Après avoir dit cela, elle baissa la tête, se retourna et partit.

Les domestiques riaient déjà hystériquement, et il leur fallut un certain temps avant de commencer à préparer le repas.

Une fois le médicament appliqué et les bandages changés, les servantes l'aidèrent à s'appuyer contre les oreillers, puis s'assirent sur le bord du lit avec le médicament, l'encourageant avec des sourires : « Allez, Ah Xiu, prenons le médicament. »

Il jeta un coup d'œil à la cuillère qui s'était rapprochée, fronça les sourcils et resta silencieux.

En voyant cela, la servante qui administrait le médicament se sentit un peu gênée. Mais elle entendit alors une autre servante dire en plaisantant : « Ah Xiu doit attendre la quatrième demoiselle. Oh là là, nous nous sommes ridiculisées. »

En entendant cela, la servante se remit à rire.

La servante qui administrait les médicaments sourit et posa le bol, se disant avec un soupir : « Bon, c'est enfin mon tour.

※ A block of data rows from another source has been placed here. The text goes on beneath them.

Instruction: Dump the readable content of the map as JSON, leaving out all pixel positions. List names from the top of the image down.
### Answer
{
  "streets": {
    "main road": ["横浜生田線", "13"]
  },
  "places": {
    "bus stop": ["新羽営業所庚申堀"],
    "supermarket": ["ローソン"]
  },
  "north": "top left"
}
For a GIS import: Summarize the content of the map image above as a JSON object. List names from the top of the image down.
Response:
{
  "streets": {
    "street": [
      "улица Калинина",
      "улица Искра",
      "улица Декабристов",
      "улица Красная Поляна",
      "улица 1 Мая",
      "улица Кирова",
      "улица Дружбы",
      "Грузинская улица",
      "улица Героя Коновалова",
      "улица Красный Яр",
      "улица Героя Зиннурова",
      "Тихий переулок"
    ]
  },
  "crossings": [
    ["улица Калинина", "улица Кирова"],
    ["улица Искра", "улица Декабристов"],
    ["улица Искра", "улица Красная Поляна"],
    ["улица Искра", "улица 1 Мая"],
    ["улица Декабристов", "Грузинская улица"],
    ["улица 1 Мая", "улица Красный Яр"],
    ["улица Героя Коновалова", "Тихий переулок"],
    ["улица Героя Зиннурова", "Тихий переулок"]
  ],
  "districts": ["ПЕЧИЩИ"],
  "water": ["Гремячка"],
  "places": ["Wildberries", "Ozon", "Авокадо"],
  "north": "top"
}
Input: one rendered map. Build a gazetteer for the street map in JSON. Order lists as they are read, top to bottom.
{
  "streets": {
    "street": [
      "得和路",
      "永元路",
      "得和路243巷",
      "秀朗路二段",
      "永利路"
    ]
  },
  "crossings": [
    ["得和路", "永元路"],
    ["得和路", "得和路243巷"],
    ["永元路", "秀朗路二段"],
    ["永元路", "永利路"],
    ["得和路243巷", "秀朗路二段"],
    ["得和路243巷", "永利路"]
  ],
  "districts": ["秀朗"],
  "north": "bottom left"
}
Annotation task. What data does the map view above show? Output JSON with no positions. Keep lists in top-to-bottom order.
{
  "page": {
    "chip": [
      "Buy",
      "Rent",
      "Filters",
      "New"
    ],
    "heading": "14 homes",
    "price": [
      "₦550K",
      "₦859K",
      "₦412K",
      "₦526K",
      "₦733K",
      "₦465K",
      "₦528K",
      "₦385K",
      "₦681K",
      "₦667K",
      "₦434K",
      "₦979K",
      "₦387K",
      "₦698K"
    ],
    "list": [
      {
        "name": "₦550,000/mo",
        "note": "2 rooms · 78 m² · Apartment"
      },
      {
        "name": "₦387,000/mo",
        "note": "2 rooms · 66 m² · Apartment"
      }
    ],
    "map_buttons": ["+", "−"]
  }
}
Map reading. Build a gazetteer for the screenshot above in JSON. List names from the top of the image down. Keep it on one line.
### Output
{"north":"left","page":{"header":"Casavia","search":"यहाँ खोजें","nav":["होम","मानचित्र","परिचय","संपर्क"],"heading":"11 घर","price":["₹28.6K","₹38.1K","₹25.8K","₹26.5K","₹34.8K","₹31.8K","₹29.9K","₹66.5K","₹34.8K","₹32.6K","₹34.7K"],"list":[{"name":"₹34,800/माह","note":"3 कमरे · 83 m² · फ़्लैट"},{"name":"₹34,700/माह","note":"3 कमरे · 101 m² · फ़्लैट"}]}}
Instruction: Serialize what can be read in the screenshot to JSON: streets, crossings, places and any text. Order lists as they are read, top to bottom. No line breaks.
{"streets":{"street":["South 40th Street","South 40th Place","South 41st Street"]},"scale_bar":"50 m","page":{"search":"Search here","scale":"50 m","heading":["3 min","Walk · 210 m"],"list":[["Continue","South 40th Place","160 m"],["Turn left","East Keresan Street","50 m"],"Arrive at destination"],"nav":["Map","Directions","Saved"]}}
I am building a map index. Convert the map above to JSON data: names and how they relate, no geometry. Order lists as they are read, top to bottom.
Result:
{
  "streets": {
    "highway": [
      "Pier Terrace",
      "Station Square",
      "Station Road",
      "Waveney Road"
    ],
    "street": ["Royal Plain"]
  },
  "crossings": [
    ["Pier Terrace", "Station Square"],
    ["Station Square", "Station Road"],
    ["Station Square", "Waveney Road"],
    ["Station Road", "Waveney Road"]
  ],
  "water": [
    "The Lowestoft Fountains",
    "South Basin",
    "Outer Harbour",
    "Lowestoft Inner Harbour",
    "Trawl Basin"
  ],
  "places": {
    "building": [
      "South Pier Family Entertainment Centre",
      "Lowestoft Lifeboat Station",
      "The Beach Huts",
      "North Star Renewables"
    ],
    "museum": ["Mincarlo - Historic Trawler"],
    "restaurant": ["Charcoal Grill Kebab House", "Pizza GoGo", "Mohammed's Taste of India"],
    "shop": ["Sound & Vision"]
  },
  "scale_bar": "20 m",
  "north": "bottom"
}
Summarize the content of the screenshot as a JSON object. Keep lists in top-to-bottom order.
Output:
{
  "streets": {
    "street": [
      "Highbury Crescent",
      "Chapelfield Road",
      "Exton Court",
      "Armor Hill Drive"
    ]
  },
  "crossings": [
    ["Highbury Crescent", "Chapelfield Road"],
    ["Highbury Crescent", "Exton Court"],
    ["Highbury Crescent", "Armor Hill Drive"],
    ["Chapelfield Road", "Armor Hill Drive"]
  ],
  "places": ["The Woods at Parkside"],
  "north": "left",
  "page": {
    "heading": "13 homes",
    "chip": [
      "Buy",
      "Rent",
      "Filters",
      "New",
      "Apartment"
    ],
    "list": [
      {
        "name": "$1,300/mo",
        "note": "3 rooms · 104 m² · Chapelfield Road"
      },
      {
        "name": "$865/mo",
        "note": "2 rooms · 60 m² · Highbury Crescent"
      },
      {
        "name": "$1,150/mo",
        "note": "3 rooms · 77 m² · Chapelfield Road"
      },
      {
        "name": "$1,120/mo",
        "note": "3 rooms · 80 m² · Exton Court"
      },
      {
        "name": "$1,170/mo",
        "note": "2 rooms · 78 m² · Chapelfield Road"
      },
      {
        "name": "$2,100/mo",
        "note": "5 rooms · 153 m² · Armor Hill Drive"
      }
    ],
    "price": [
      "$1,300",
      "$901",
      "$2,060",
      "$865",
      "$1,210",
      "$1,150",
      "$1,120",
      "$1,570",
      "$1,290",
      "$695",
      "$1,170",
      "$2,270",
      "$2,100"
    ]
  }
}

Bon. »

Un autre éclat de rire s'éleva des domestiques.

À ce moment précis, Yu Chi Mingyue fit entrer plusieurs servantes. Elle avait fini de se laver et de s'habiller, et portait une robe jaune pâle ; elle était charmante et ravissante.

À sa vue, les servantes firent une révérence et s'en allèrent. Celles qui l'accompagnaient déposèrent leurs charges et partirent à leur tour. Dans la pièce, seuls elle et lui restèrent.

Yu Chi Mingyue regarda les servantes partir avec mécontentement, mais ne les réprimanda pas. Elle resta silencieuse un instant, puis s'approcha du lit et demanda : « Avez-vous pris vos médicaments ? »

Di Xiu évita son regard et resta silencieux.

Yu Chi Mingyue, un peu perplexe, remarqua un bol plein de soupe médicinale sur la table de chevet. Elle réfléchit un instant, puis fronça les sourcils et s'assit sur le bord du lit, demandant : « La soupe est-elle trop amère ? Votre blessure vous fait-elle mal ? Ou bien les servantes étaient-elles trop brusques et vous ont-elles contrariée ? »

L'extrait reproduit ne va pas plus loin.